Filmpolitik:

„Für 2016 sieht es düster aus“

von am 11.11.2015 in Allgemein, Archiv, Filmwirtschaft, Interviews

<h4>Filmpolitik:</h4>„Für 2016 sieht es düster aus“
Dr. Carl L. Woebcken, Vorstandsvorsitzender der Studio Babelsberg AG und Geschäftsführer der Studio Babelsberg Motion Pictures GmbH

Für Studio Babelsberg ist der Deutsche Filmförderfonds (DFFF) von existentieller Bedeutung

11.11.15 Interview mit Dr. Carl L. Woebcken ist Vorstandsvorsitzender der Studio Babelsberg AG und Geschäftsführer der Studio Babelsberg Motion Pictures GmbH

„Der DFFF ist von existentieller Bedeutung für Studio Babelsberg. Aber er ist genauso von Bedeutung für alle deutschen Filmproduzenten, die international ausgerichtet sind – von europäischen Arthouse-Filmen bis zum Blockbuster“, so charakterisiert Dr. Carl L. Woebcken, Vorstandsvorsitzender der Studio Babelsberg AG, die Bedeutung dieser speziellen Filmförderung durch den Bund. Seit der Einführung des DFFF im Jahr 2007 habe sich der internationale Wettbewerb von Anreizsystemen dramatisch verschärft. Viele Länder setzten auf die Filmindustrie, weil sie das Potenzial für Innovation, Wertschöpfung und Image erkannt hätten. Die Kürzung des DFFF habe messbare negative Konsequenzen für das Studio Babelsberg und den Filmstandort Deutschland. „Die US-Major-Studios werden in nächster Zeit wahrscheinlich einen Bogen um Deutschland machen“, so Woebcken.
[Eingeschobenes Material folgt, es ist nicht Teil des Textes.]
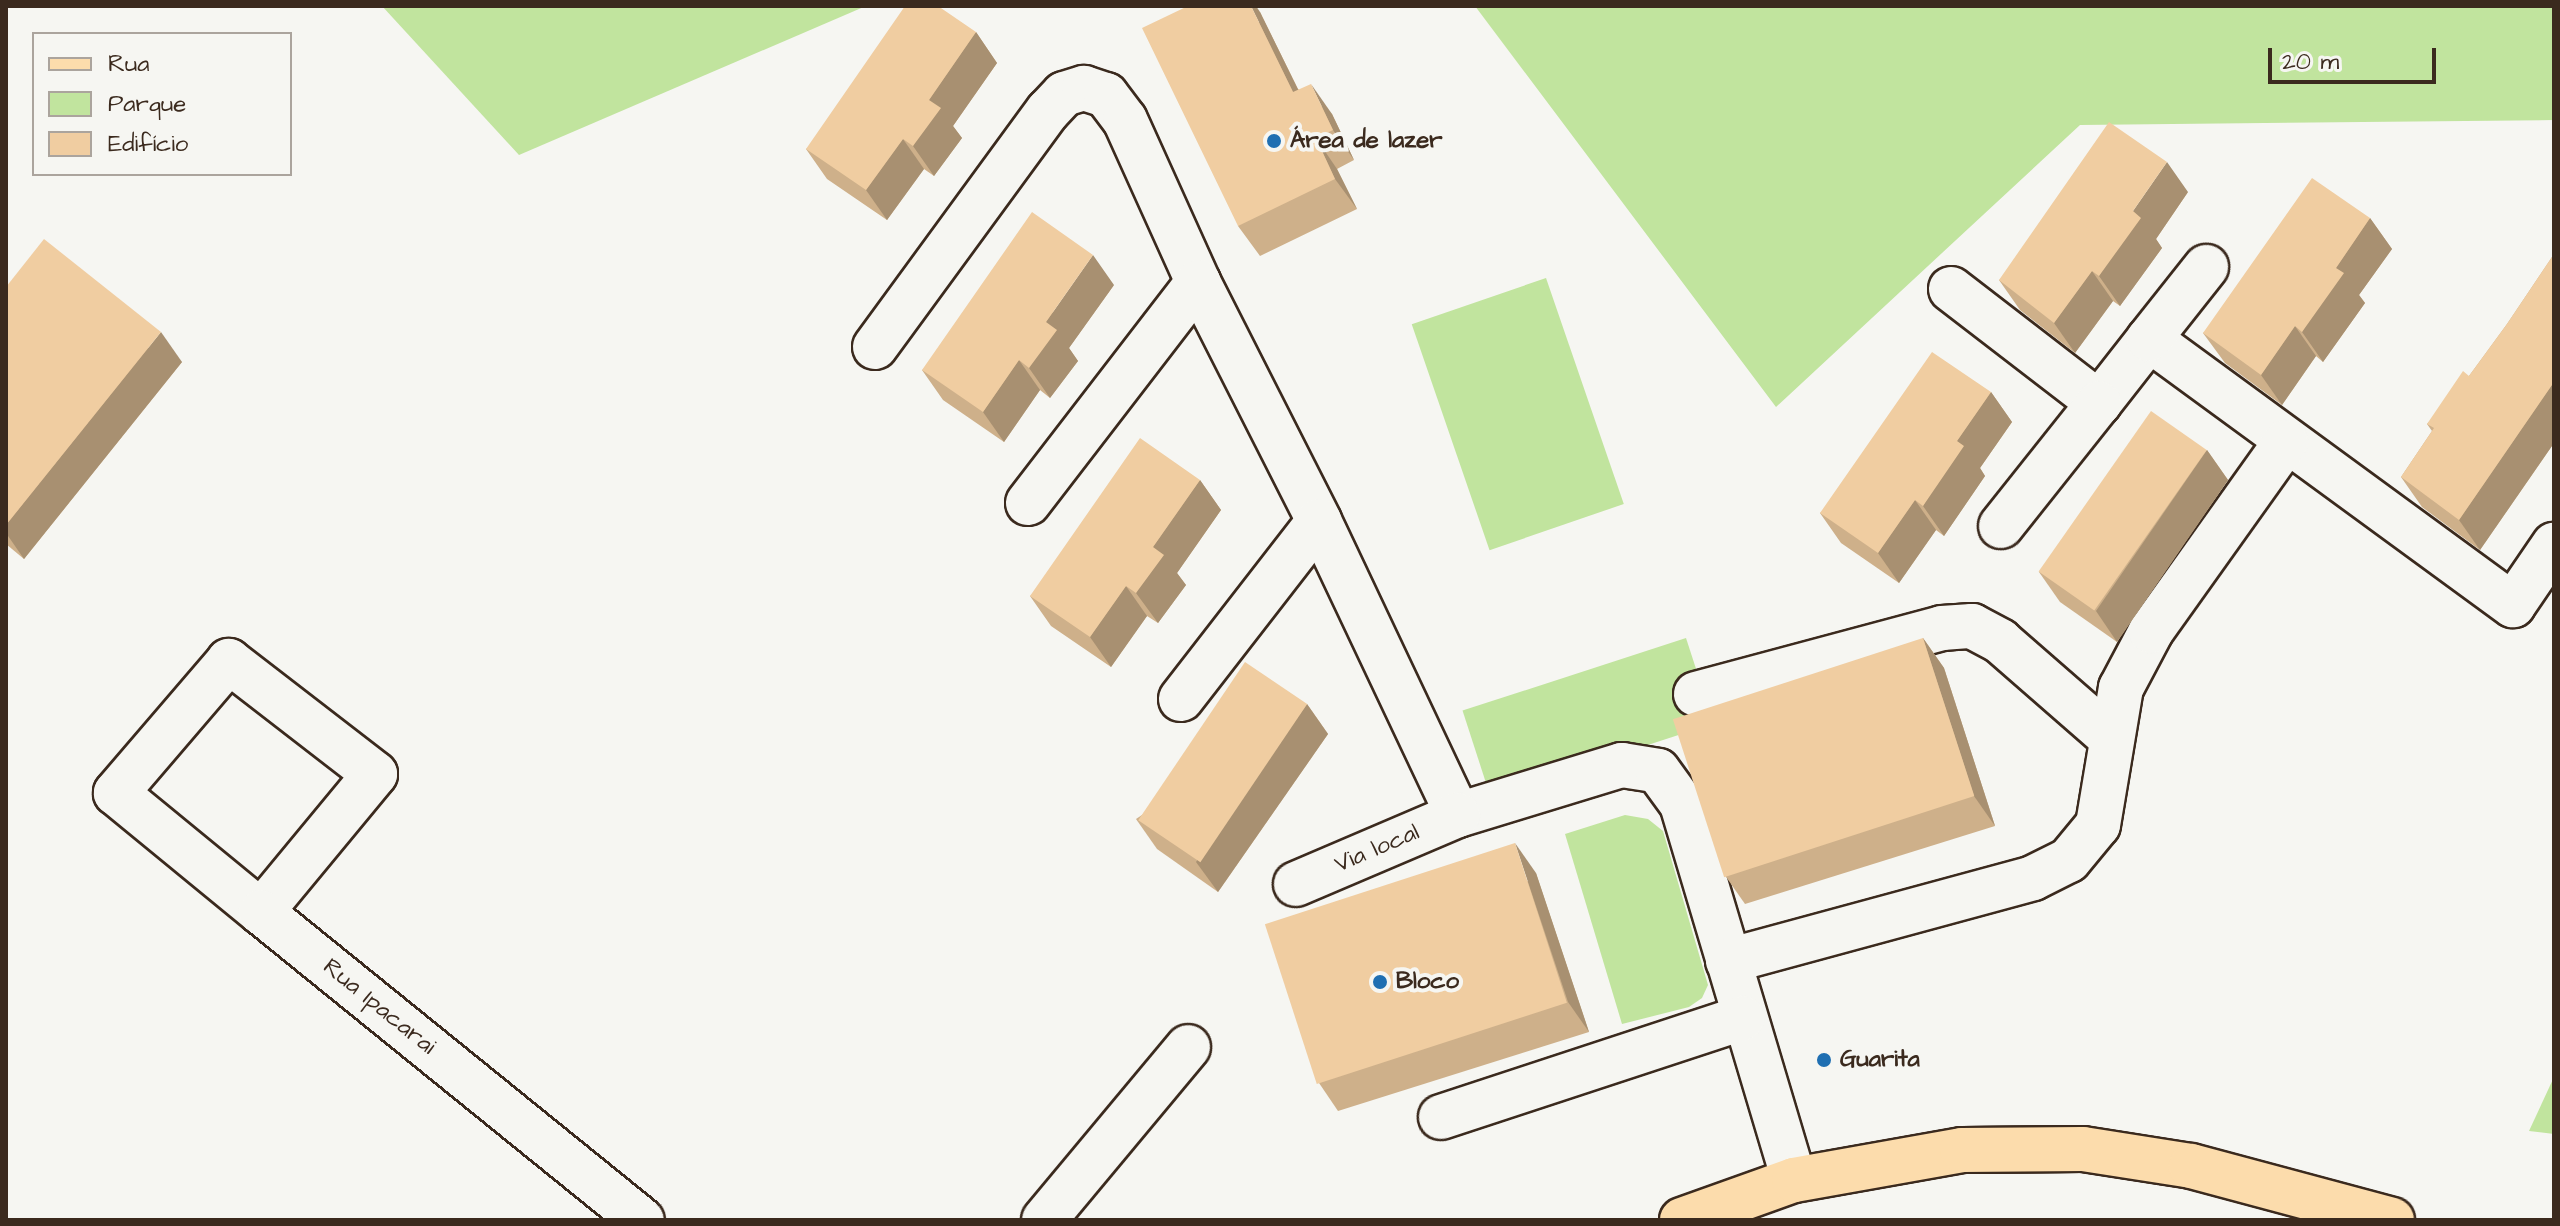 <!DOCTYPE html>
<html>
<head>
<meta charset="utf-8">
<style>
  body { margin:0 }
  #map { position:relative; width:2560px; height:1226px; overflow:hidden; background:#f6f6f2; font-family:"Architects Daughter",sans-serif }
  div>[style] { position:absolute }
  [style*='--x'] { left:calc(var(--x)*1px); top:calc(var(--y)*1px); width:calc(var(--w)*1px); rotate:calc(var(--a)*1deg) }
  .green>* { inset:0; background:#c1e49e; transform-origin:0 0 }
  .roads { filter:drop-shadow(2px 0 #3b2a1e) drop-shadow(-2px 0 #3b2a1e) drop-shadow(0 2px #3b2a1e) drop-shadow(0 -2px #3b2a1e) }
  .minor>* { height:44px; margin:-22px; padding:0 22px; transform-origin:22px; border-radius:22px; background:#f6f6f2 }
  .major>* { height:44px; margin:-22px; padding:0 22px; transform-origin:22px; border-radius:22px; background:#fcdcac }
  .wall>* { inset:0; background:#ceb08a }
  .shaded-wall>* { inset:0; background:#a89071 }
  .building>* { inset:0; background:#f0cda1; transform-origin:0 0 }
  .dots>* { width:22px; height:22px; translate:-50% -50%; box-sizing:border-box; border:4px solid #f6f6f2; border-radius:50% }
  span { translate:-50% -50%; white-space:nowrap; text-align:center; line-height:1.15; -webkit-text-stroke:8px #f6f6f2; paint-order:stroke }
  .poi-label { font-size:24px; color:#3b2a1e; font-weight:700 }
  .left { translate:0 -50%; text-align:left }
  .street-label { font-size:24px; color:#3b2a1e }
  .frame { position:absolute; inset:0; border:8px solid #3b2a1e; pointer-events:none }
  .legend { position:absolute; left:32px; top:32px; width:260px; height:144px; box-sizing:border-box; background:#f6f6f2; border:2px solid #aba49d; margin:0; padding:10px 14px; list-style:none; font-size:24px; color:#3b2a1e }
  .legend li { display:flex; align-items:center; gap:16px; height:40px }
  .legend b { width:40px; border:2px solid #aba49d }
  .scale { position:absolute; left:2268px; top:48px; width:168px; height:36px; box-sizing:border-box; border:4px solid #3b2a1e; border-top:0; padding-left:10px; font-size:24px; line-height:28px; white-space:nowrap; color:#3b2a1e; -webkit-text-stroke:6px #f6f6f2; paint-order:stroke }
</style>
</head>
<body>
<div id="map">
  <div class="green">
    <div style="clip-path:polygon(382px 6px,866px 6px,519px 155px)"></div>
    <div style="clip-path:polygon(1475px 6px,2554px 6px,2554px 120px,2080px 125px,1776px 407px)"></div>
    <div style="left:1546px;top:278px;width:239px;height:142px;rotate:71deg"></div>
    <div style="left:1686px;top:638px;width:90px;height:235px;rotate:72deg"></div>
    <div style="clip-path:polygon(1625px 815px,1648px 819px,1663px 831px,1708px 985px,1702px 998px,1689px 1007px,1622px 1024px,1565px 834px)"></div>
    <div style="clip-path:polygon(2554px 1077px,2554px 1134px,2529px 1131px)"></div>
  </div>
  <div class="roads">
    <div class="minor">
      <div style="--x:1951;--y:289;--w:187;--a:37.6"></div>
      <div style="--x:2099;--y:403;--w:81;--a:-52"></div>
      <div style="--x:2149;--y:339;--w:451;--a:36.2"></div>
      <div style="--x:2513;--y:605;--w:73;--a:-55.7"></div>
      <div style="--x:2149;--y:339;--w:92;--a:-51.6"></div>
      <div style="--x:875;--y:347;--w:293;--a:-53.8"></div>
      <div style="--x:1048;--y:111;--w:23;--a:-47"></div>
      <div style="--x:1064;--y:94;--w:21;--a:-17"></div>
      <div style="--x:1084;--y:88;--w:23;--a:18"></div>
      <div style="--x:1106;--y:95;--w:31;--a:53"></div>
      <div style="--x:1125;--y:120;--w:178;--a:65.7"></div>
      <div style="--x:1198;--y:282;--w:268;--a:63.1"></div>
      <div style="--x:1319;--y:521;--w:325;--a:64.7"></div>
      <div style="--x:1458;--y:815;--w:171;--a:-17"></div>
      <div style="--x:1622;--y:765;--w:36;--a:9"></div>
      <div style="--x:1658;--y:771;--w:41;--a:54"></div>
      <div style="--x:1682;--y:804;--w:392;--a:73.4"></div>
      <div style="--x:1028;--y:503;--w:279;--a:-52.4"></div>
      <div style="--x:2001;--y:526;--w:157;--a:-51.5"></div>
      <div style="--x:1696;--y:694;--w:255;--a:-15"></div>
      <div style="--x:1942;--y:628;--w:30;--a:-4"></div>
      <div style="--x:1972;--y:626;--w:32;--a:28"></div>
      <div style="--x:2000;--y:641;--w:146;--a:41.1"></div>
      <div style="--x:1181;--y:699;--w:225;--a:-52.2"></div>
      <div style="--x:1296;--y:884;--w:176;--a:-23.1"></div>
      <div style="--x:261;--y:912;--w:179;--a:-50.4"></div>
      <div style="--x:375;--y:774;--w:185;--a:-142.3"></div>
      <div style="--x:229;--y:661;--w:174;--a:130.6"></div>
      <div style="--x:116;--y:793;--w:188;--a:39.4"></div>
      <div style="--x:261;--y:912;--w:490;--a:39"></div>
      <div style="--x:1728;--y:961;--w:316;--a:-15.2"></div>
      <div style="--x:2033;--y:878;--w:40;--a:-26.6"></div>
      <div style="--x:2069;--y:860;--w:45;--a:-50.4"></div>
      <div style="--x:2098;--y:825;--w:139;--a:-80.5"></div>
      <div style="--x:2121;--y:688;--w:64;--a:-62.2"></div>
      <div style="--x:2151;--y:631;--w:232;--a:-54.5"></div>
      <div style="--x:1441;--y:1117;--w:317;--a:-18.2"></div>
      <div style="--x:1044;--y:1220;--w:225;--a:-50.2"></div>
    </div>
    <div class="major">
      <div style="--x:1682;--y:1220;--w:119;--a:-19.7"></div>
      <div style="--x:1794;--y:1180;--w:171;--a:-10.1"></div>
      <div style="--x:1962;--y:1150;--w:121;--a:-0.5"></div>
      <div style="--x:2083;--y:1149;--w:109;--a:8.9"></div>
      <div style="--x:2191;--y:1166;--w:208;--a:15"></div>
    </div>
  </div>
  <div class="wall">
    <div style="clip-path:polygon(1260px 12px,1298px 89px,1332px 114px,1354px 160px,1337px 169px,1357px 209px,1260px 256px,1238px 226px)"></div>
    <div style="clip-path:polygon(976px 32px,997px 63px,953px 126px,962px 138px,934px 176px,924px 169px,887px 220px,827px 179px,806px 149px)"></div>
    <div style="clip-path:polygon(2188px 192px,2156px 239px,2162px 248px,2120px 306px,2113px 301px,2075px 353px,2020px 310px,1999px 280px)"></div>
    <div style="clip-path:polygon(2370px 218px,2392px 249px,2359px 295px,2365px 303px,2323px 362px,2316px 356px,2282px 405px,2225px 363px,2203px 333px)"></div>
    <div style="clip-path:polygon(2554px 254px,2554px 443px,2480px 550px,2422px 507px,2401px 477px,2432px 431px,2427px 424px,2469px 376px,2507px 324px)"></div>
    <div style="clip-path:polygon(1114px 285px,1069px 348px,1078px 361px,1050px 398px,1040px 390px,1004px 442px,943px 400px,922px 370px)"></div>
    <div style="clip-path:polygon(6px 287px,182px 362px,24px 559px,6px 544px)"></div>
    <div style="clip-path:polygon(1991px 392px,2012px 422px,1980px 468px,1985px 476px,1944px 536px,1936px 530px,1899px 583px,1841px 543px,1820px 513px)"></div>
    <div style="clip-path:polygon(2207px 450px,2228px 480px,2117px 642px,2060px 602px,2039px 572px)"></div>
    <div style="clip-path:polygon(1200px 480px,1221px 510px,1177px 573px,1186px 585px,1158px 623px,1147px 616px,1111px 667px,1051px 626px,1030px 596px)"></div>
    <div style="clip-path:polygon(1923px 638px,1944px 668px,1995px 826px,1745px 904px,1724px 874px)"></div>
    <div style="clip-path:polygon(1307px 704px,1328px 734px,1218px 892px,1157px 849px,1136px 819px)"></div>
    <div style="clip-path:polygon(1536px 873px,1589px 1032px,1338px 1111px,1317px 1080px)"></div>
  </div>
  <div class="shaded-wall">
    <div style="clip-path:polygon(1251px 6px,1256px 6px,1260px 12px,1314px 122px,1293px 92px)"></div>
    <div style="clip-path:polygon(976px 32px,997px 63px,953px 126px,962px 138px,934px 176px,913px 146px,929px 100px)"></div>
    <div style="clip-path:polygon(1311px 84px,1332px 114px,1354px 160px,1333px 130px)"></div>
    <div style="clip-path:polygon(1316px 138px,1337px 169px,1357px 209px,1335px 179px)"></div>
    <div style="clip-path:polygon(903px 139px,924px 169px,887px 220px,866px 190px)"></div>
    <div style="clip-path:polygon(2167px 162px,2188px 192px,2156px 239px,2162px 248px,2120px 306px,2099px 276px,2133px 211px)"></div>
    <div style="clip-path:polygon(2370px 218px,2392px 249px,2359px 295px,2365px 303px,2323px 362px,2302px 332px,2336px 268px)"></div>
    <div style="clip-path:polygon(1093px 255px,1114px 285px,1069px 348px,1078px 361px,1050px 398px,1029px 368px,1046px 322px)"></div>
    <div style="clip-path:polygon(2092px 271px,2113px 301px,2075px 353px,2054px 323px)"></div>
    <div style="clip-path:polygon(2295px 326px,2316px 356px,2282px 405px,2261px 375px)"></div>
    <div style="clip-path:polygon(161px 332px,182px 362px,24px 559px,6px 533px,6px 525px)"></div>
    <div style="clip-path:polygon(1019px 360px,1040px 390px,1004px 442px,983px 412px)"></div>
    <div style="clip-path:polygon(2554px 382px,2554px 443px,2480px 550px,2459px 520px)"></div>
    <div style="clip-path:polygon(1991px 392px,2012px 422px,1980px 468px,1985px 476px,1944px 536px,1923px 506px,1957px 441px)"></div>
    <div style="clip-path:polygon(2207px 450px,2228px 480px,2117px 642px,2096px 611px)"></div>
    <div style="clip-path:polygon(1200px 480px,1221px 510px,1177px 573px,1186px 585px,1158px 623px,1136px 593px,1153px 547px)"></div>
    <div style="clip-path:polygon(1915px 500px,1936px 530px,1899px 583px,1878px 553px)"></div>
    <div style="clip-path:polygon(1126px 586px,1147px 616px,1111px 667px,1090px 637px)"></div>
    <div style="clip-path:polygon(1923px 638px,1944px 668px,1995px 826px,1974px 796px)"></div>
    <div style="clip-path:polygon(1307px 704px,1328px 734px,1218px 892px,1196px 862px)"></div>
    <div style="clip-path:polygon(1515px 843px,1536px 873px,1589px 1032px,1568px 1002px)"></div>
  </div>
  <div class="building">
    <div style="clip-path:polygon(905px 6px,938px 6px,976px 32px,929px 100px,941px 108px,913px 146px,903px 139px,866px 190px,806px 149px)"></div>
    <div style="clip-path:polygon(1188px 6px,1251px 6px,1293px 92px,1311px 84px,1333px 130px,1316px 138px,1335px 179px,1238px 226px,1142px 28px)"></div>
    <div style="clip-path:polygon(2109px 122px,2167px 162px,2133px 211px,2141px 218px,2099px 276px,2092px 271px,2054px 323px,1999px 280px)"></div>
    <div style="clip-path:polygon(2312px 178px,2370px 218px,2336px 268px,2344px 273px,2302px 332px,2295px 326px,2261px 375px,2203px 333px)"></div>
    <div style="clip-path:polygon(1032px 212px,1093px 255px,1046px 322px,1057px 330px,1029px 368px,1019px 360px,983px 412px,922px 370px)"></div>
    <div style="clip-path:polygon(44px 239px,161px 332px,6px 525px,6px 287px)"></div>
    <div style="clip-path:polygon(2554px 254px,2554px 382px,2459px 520px,2401px 477px,2434px 428px,2427px 424px,2463px 371px,2469px 376px,2507px 324px)"></div>
    <div style="clip-path:polygon(1932px 352px,1991px 392px,1957px 441px,1964px 446px,1923px 506px,1915px 500px,1878px 553px,1820px 513px)"></div>
    <div style="left:2151px;top:411px;width:68px;height:196px;rotate:35deg"></div>
    <div style="clip-path:polygon(1140px 438px,1200px 480px,1153px 547px,1164px 555px,1136px 593px,1126px 586px,1090px 637px,1030px 596px)"></div>
    <div style="left:1923px;top:638px;width:166px;height:263px;rotate:72deg"></div>
    <div style="left:1245px;top:662px;width:75px;height:191px;rotate:34deg"></div>
    <div style="left:1515px;top:843px;width:168px;height:263px;rotate:72deg"></div>
  </div>
  <div class="dots">
    <div style="left:1274px;top:141px;background:#1f6fb2"></div>
    <div style="left:1380px;top:982px;background:#1f6fb2"></div>
    <div style="left:1824px;top:1060px;background:#1f6fb2"></div>
  </div>
  <div class="poi-label">
    <span class="left" style="left:1290px;top:141px">Área de lazer</span>
    <span class="left" style="left:1396px;top:982px">Bloco</span>
    <span class="left" style="left:1840px;top:1060px">Guarita</span>
  </div>
  <div class="street-label">
    <span style="left:1377px;top:849px;rotate:-23deg">Via local</span>
    <span style="left:379px;top:1007px;rotate:39deg">Rua Ipacarai</span>
  </div>
  <div class="frame"></div>
  <ul class="legend">
  <li><b style="height:10px;background:#fcdcac"></b>Rua</li>
  <li><b style="height:22px;background:#c1e49e"></b>Parque</li>
  <li><b style="height:22px;background:#f0cda1"></b>Edifício</li>
  </ul>
  <div class="scale">20 m</div>
</div>
</body>
</html>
medienpolitik.net: Herr Woebcken, der DFFF existiert seit acht Jahren. Welche Bedeutung hat er für eine international konkurrenzfähige deutsche Filmwirtschaft?

Dr. Carl L. Woebcken: Der DFFF ist nach wie vor eine Erfolgsstory. Quentin Tarantino, Roman Polanski, Wes Anderson, Steven Spielberg und viele mehr: Deutschland ist aufgrund des DFFF zu einem relevanten Standort für die internationale Filmindustrie geworden. Die deutsche Filmförderung ist dabei eine aktive Investition in die Kreativindustrie, schafft und sichert mehrere tausend Arbeitsplätze und steht mittlerweile mit zahlreichen Fördersystemen in anderen Ländern auf der ganzen Welt im Wettbewerb. Allerdings ist es derzeit aufgrund der Begrenztheit der Mittel sowie der bestehenden Kappungsgrenzen nicht mehr konkurrenzfähig. Wegen der Limitierungen ist der Filmförderfonds in der Regel bereits Mitte des Jahres komplett verplant. Ab diesem Zeitpunkt macht es dann keinen Sinn mehr für uns, mit internationalen Filmproduzenten zu verhandeln, weil die eine gewisse Fördersumme für ihre Projekte zu Recht beanspruchen. Dann wird der Film eben in Budapest oder London gedreht. Ein Film kann heutzutage filmtechnisch fast überall produziert werden.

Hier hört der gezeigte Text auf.